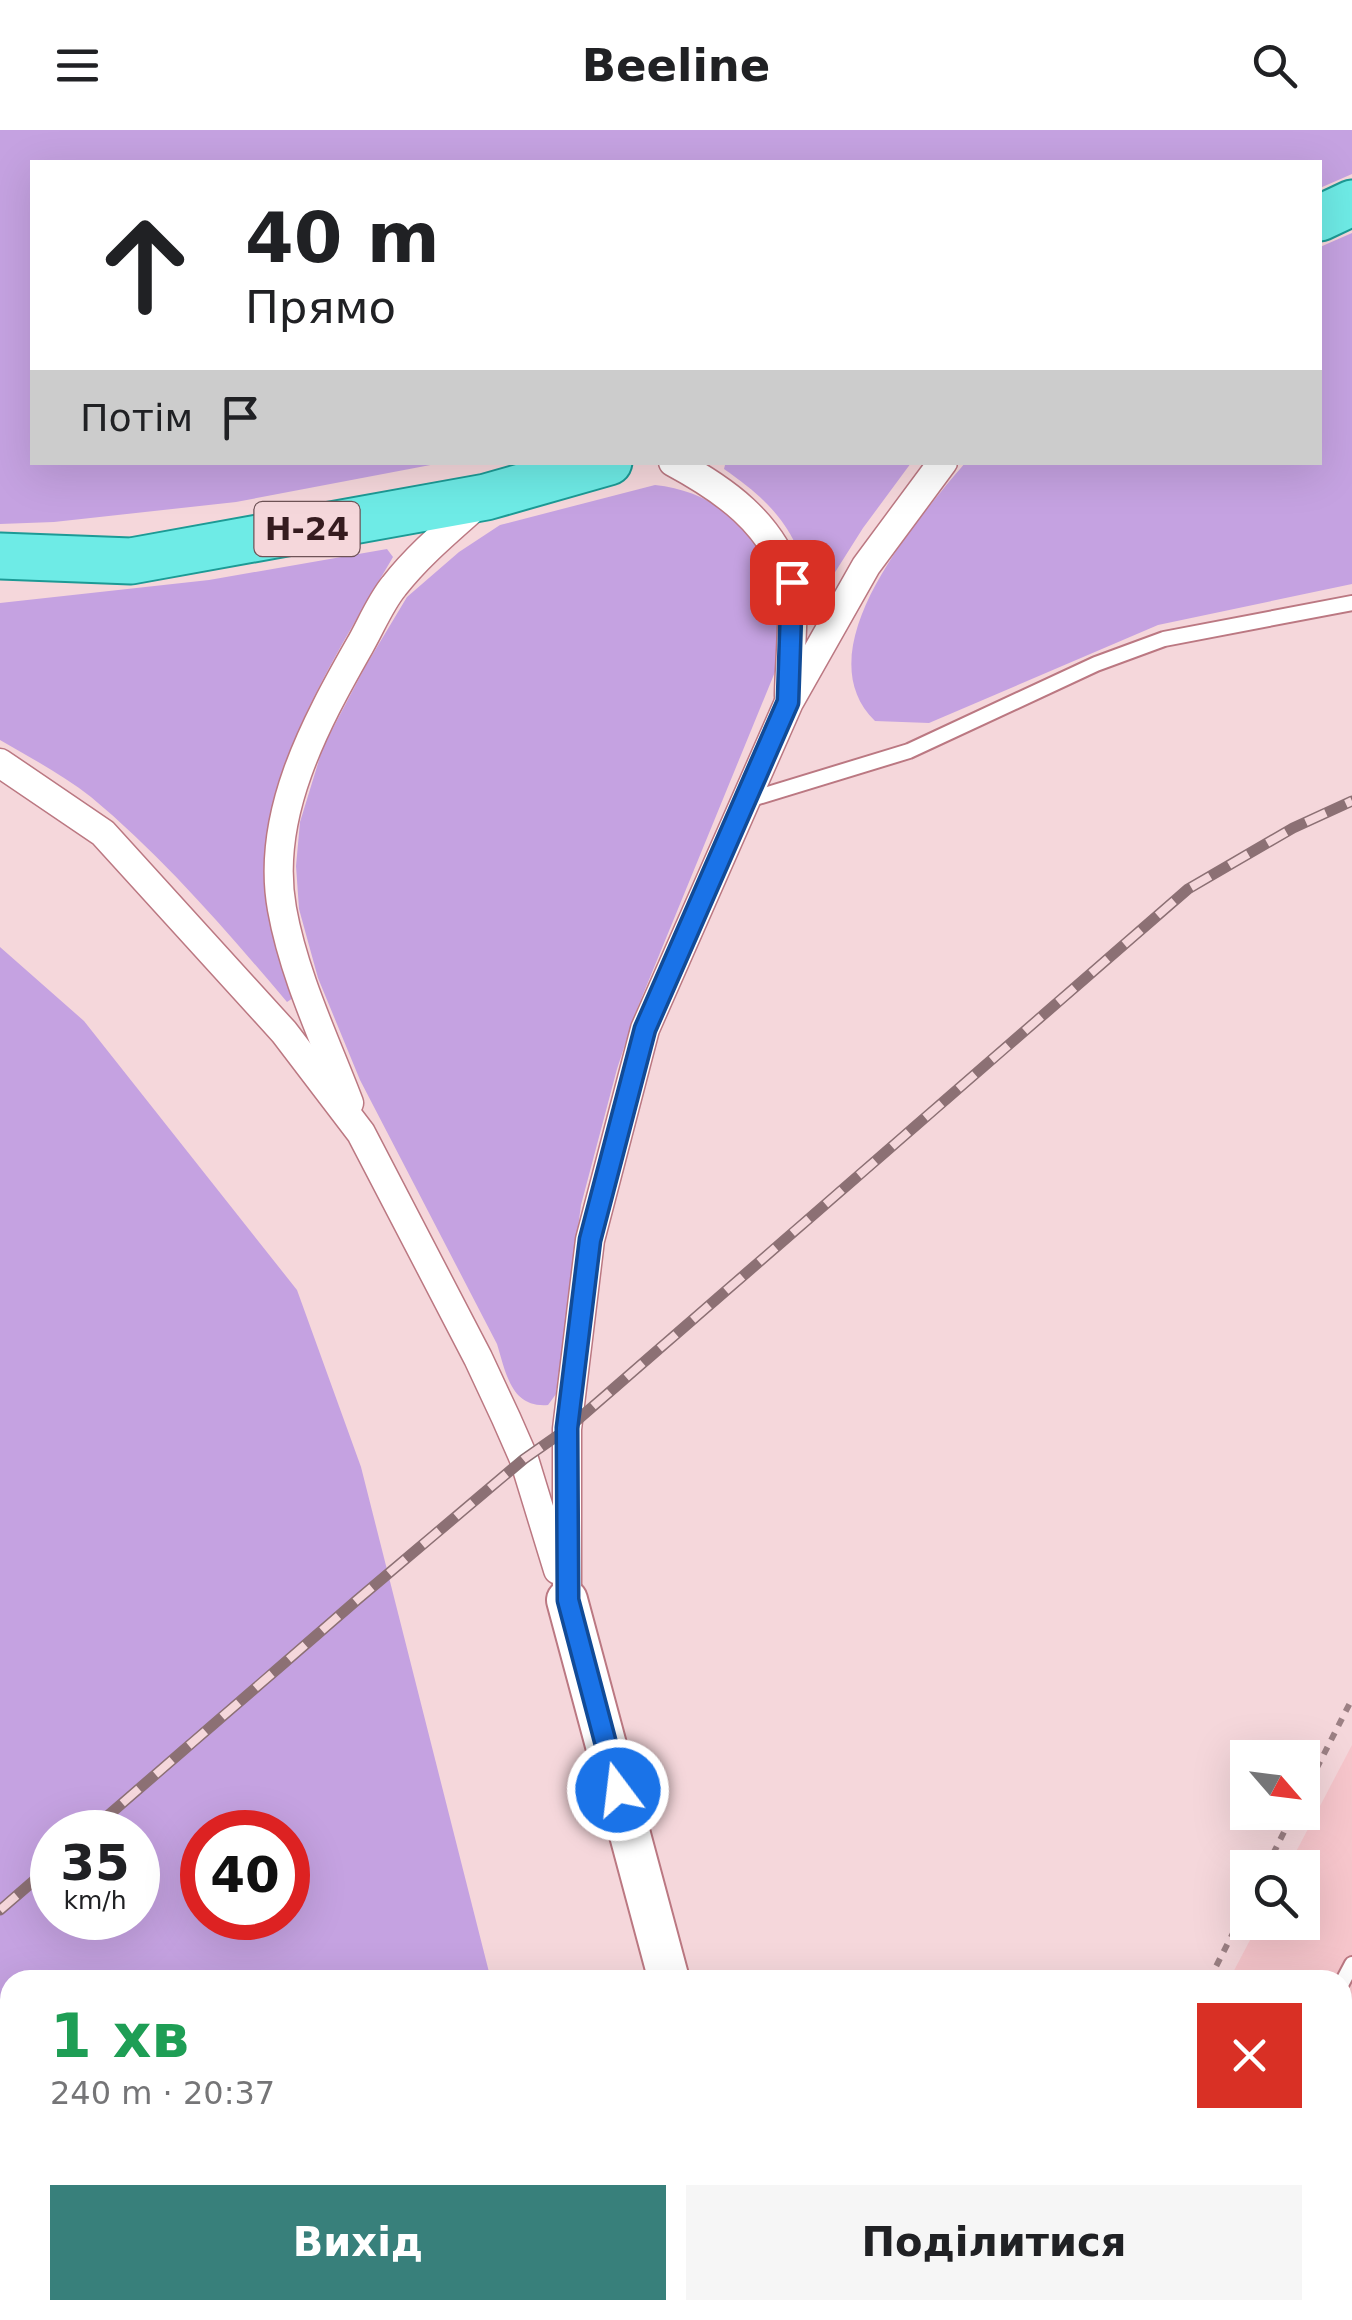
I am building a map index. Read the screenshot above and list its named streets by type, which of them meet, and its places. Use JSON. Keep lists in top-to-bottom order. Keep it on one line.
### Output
{"streets":{"main road":["Н-24"]},"north":"bottom right","page":{"header":"Beeline","turn":["40 m","Прямо"],"then":"Потім","speed":"35 km/h","limit":"40","heading":["1 хв","240 m · 20:37"],"buttons":["Вихід","Поділитися"]}}
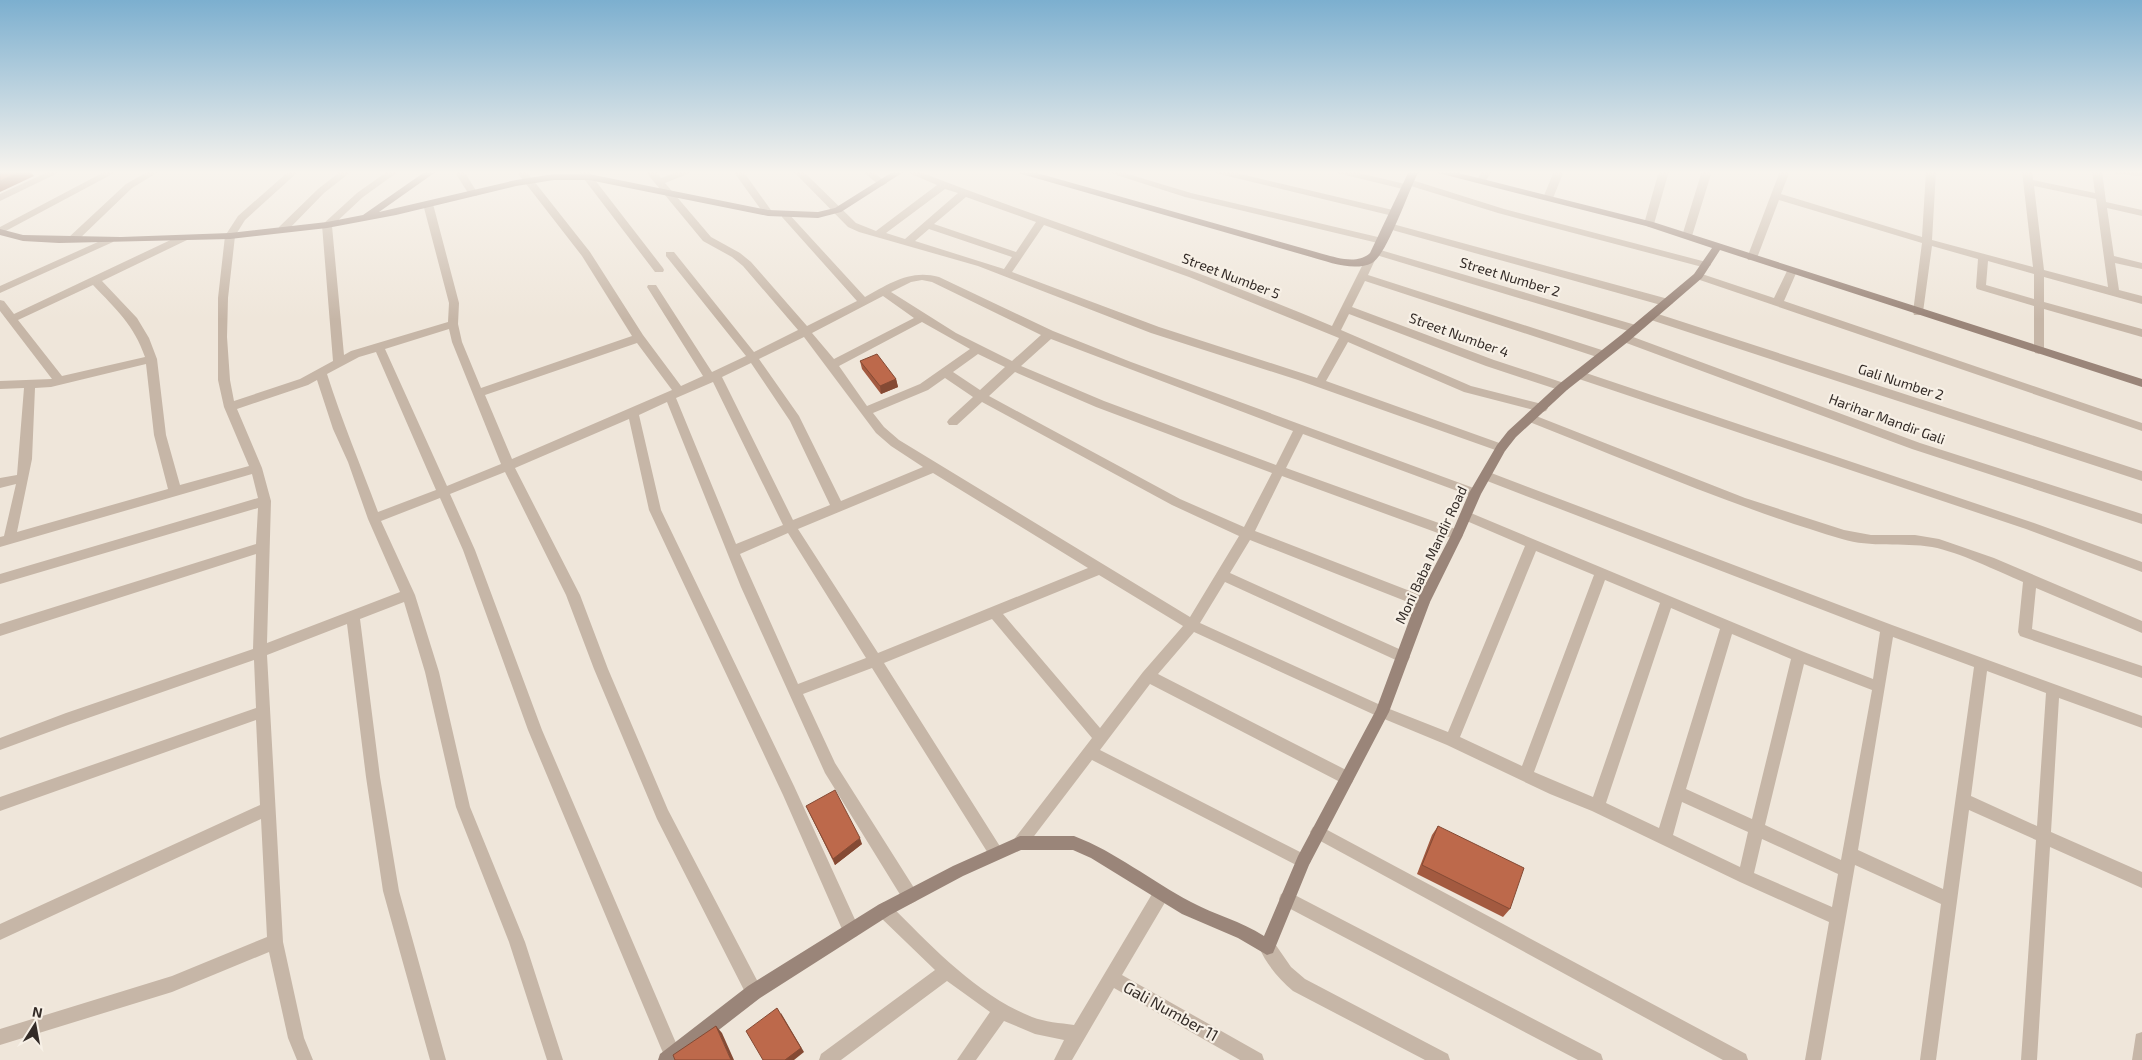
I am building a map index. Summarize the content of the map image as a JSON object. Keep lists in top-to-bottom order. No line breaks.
{"streets":{"street":["Street Number 5","Street Number 2","Street Number 4","Gali Number 2","Harihar Mandir Gali","Moni Baba Mandir Road","Gali Number 11"]},"crossings":[["Street Number 5","Moni Baba Mandir Road"],["Street Number 2","Moni Baba Mandir Road"],["Street Number 4","Moni Baba Mandir Road"],["Gali Number 2","Moni Baba Mandir Road"],["Harihar Mandir Gali","Moni Baba Mandir Road"]],"north":"top"}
════════
▶ **What you have to do**
Omit the pictures and copy the records above exactly.

▶ **Solution below**
I am building a map index. Read the screenshot above and list its named streets by type, which of them meet, and its places. Use JSON. Keep lists in top-to-bottom order. Keep it on one line.
### Output
{"streets":{"main road":["Н-24"]},"north":"bottom right","page":{"header":"Beeline","turn":["40 m","Прямо"],"then":"Потім","speed":"35 km/h","limit":"40","heading":["1 хв","240 m · 20:37"],"buttons":["Вихід","Поділитися"]}}
I am building a map index. Summarize the content of the map image as a JSON object. Keep lists in top-to-bottom order. No line breaks.
{"streets":{"street":["Street Number 5","Street Number 2","Street Number 4","Gali Number 2","Harihar Mandir Gali","Moni Baba Mandir Road","Gali Number 11"]},"crossings":[["Street Number 5","Moni Baba Mandir Road"],["Street Number 2","Moni Baba Mandir Road"],["Street Number 4","Moni Baba Mandir Road"],["Gali Number 2","Moni Baba Mandir Road"],["Harihar Mandir Gali","Moni Baba Mandir Road"]],"north":"top"}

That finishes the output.